The records below must be transcribed precisely and in full.

------------

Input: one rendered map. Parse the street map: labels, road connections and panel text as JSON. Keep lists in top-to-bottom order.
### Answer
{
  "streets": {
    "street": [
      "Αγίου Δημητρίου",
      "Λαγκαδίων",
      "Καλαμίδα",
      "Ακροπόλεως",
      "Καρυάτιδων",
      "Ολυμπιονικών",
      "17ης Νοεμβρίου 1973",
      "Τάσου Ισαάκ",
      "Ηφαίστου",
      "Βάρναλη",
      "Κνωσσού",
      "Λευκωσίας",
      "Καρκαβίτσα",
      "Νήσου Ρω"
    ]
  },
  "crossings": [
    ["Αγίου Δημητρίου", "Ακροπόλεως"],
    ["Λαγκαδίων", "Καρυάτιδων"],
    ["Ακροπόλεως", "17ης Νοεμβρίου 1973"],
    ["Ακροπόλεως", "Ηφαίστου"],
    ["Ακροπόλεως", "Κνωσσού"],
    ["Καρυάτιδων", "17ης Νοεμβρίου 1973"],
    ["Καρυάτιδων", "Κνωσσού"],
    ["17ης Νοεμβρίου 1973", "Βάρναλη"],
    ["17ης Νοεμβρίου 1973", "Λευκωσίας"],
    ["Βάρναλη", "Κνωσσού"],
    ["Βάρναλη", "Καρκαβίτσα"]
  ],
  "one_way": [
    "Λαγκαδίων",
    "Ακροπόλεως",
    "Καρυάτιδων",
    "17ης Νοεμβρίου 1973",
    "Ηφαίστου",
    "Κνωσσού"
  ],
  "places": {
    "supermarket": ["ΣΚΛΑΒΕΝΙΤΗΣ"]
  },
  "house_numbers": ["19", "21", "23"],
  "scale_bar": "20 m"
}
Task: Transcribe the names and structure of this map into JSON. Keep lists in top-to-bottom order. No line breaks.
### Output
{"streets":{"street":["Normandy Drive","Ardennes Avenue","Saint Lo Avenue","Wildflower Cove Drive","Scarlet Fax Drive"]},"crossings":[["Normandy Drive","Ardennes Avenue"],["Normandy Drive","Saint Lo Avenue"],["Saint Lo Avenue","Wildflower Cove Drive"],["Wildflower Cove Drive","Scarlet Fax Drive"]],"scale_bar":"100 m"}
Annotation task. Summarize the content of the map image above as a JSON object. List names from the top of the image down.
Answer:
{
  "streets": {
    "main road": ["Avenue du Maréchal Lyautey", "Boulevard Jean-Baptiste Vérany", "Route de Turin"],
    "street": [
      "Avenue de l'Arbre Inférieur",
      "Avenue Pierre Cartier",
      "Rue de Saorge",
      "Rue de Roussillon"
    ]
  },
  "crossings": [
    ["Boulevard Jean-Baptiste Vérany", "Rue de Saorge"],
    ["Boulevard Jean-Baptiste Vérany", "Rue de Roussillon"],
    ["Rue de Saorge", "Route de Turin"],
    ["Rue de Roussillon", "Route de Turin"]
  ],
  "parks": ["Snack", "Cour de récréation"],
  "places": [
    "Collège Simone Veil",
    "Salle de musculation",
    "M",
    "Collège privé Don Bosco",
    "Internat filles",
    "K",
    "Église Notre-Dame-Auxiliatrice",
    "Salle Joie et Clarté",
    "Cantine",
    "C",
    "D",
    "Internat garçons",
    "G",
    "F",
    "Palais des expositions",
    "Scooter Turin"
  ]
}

------------

# Answer section
Input: one rendered map. Parse the street map: labels, road connections and panel text as JSON. Keep lists in top-to-bottom order.
### Answer
{
  "streets": {
    "street": [
      "Αγίου Δημητρίου",
      "Λαγκαδίων",
      "Καλαμίδα",
      "Ακροπόλεως",
      "Καρυάτιδων",
      "Ολυμπιονικών",
      "17ης Νοεμβρίου 1973",
      "Τάσου Ισαάκ",
      "Ηφαίστου",
      "Βάρναλη",
      "Κνωσσού",
      "Λευκωσίας",
      "Καρκαβίτσα",
      "Νήσου Ρω"
    ]
  },
  "crossings": [
    ["Αγίου Δημητρίου", "Ακροπόλεως"],
    ["Λαγκαδίων", "Καρυάτιδων"],
    ["Ακροπόλεως", "17ης Νοεμβρίου 1973"],
    ["Ακροπόλεως", "Ηφαίστου"],
    ["Ακροπόλεως", "Κνωσσού"],
    ["Καρυάτιδων", "17ης Νοεμβρίου 1973"],
    ["Καρυάτιδων", "Κνωσσού"],
    ["17ης Νοεμβρίου 1973", "Βάρναλη"],
    ["17ης Νοεμβρίου 1973", "Λευκωσίας"],
    ["Βάρναλη", "Κνωσσού"],
    ["Βάρναλη", "Καρκαβίτσα"]
  ],
  "one_way": [
    "Λαγκαδίων",
    "Ακροπόλεως",
    "Καρυάτιδων",
    "17ης Νοεμβρίου 1973",
    "Ηφαίστου",
    "Κνωσσού"
  ],
  "places": {
    "supermarket": ["ΣΚΛΑΒΕΝΙΤΗΣ"]
  },
  "house_numbers": ["19", "21", "23"],
  "scale_bar": "20 m"
}
Task: Transcribe the names and structure of this map into JSON. Keep lists in top-to-bottom order. No line breaks.
### Output
{"streets":{"street":["Normandy Drive","Ardennes Avenue","Saint Lo Avenue","Wildflower Cove Drive","Scarlet Fax Drive"]},"crossings":[["Normandy Drive","Ardennes Avenue"],["Normandy Drive","Saint Lo Avenue"],["Saint Lo Avenue","Wildflower Cove Drive"],["Wildflower Cove Drive","Scarlet Fax Drive"]],"scale_bar":"100 m"}
Annotation task. Summarize the content of the map image above as a JSON object. List names from the top of the image down.
Answer:
{
  "streets": {
    "main road": ["Avenue du Maréchal Lyautey", "Boulevard Jean-Baptiste Vérany", "Route de Turin"],
    "street": [
      "Avenue de l'Arbre Inférieur",
      "Avenue Pierre Cartier",
      "Rue de Saorge",
      "Rue de Roussillon"
    ]
  },
  "crossings": [
    ["Boulevard Jean-Baptiste Vérany", "Rue de Saorge"],
    ["Boulevard Jean-Baptiste Vérany", "Rue de Roussillon"],
    ["Rue de Saorge", "Route de Turin"],
    ["Rue de Roussillon", "Route de Turin"]
  ],
  "parks": ["Snack", "Cour de récréation"],
  "places": [
    "Collège Simone Veil",
    "Salle de musculation",
    "M",
    "Collège privé Don Bosco",
    "Internat filles",
    "K",
    "Église Notre-Dame-Auxiliatrice",
    "Salle Joie et Clarté",
    "Cantine",
    "C",
    "D",
    "Internat garçons",
    "G",
    "F",
    "Palais des expositions",
    "Scooter Turin"
  ]
}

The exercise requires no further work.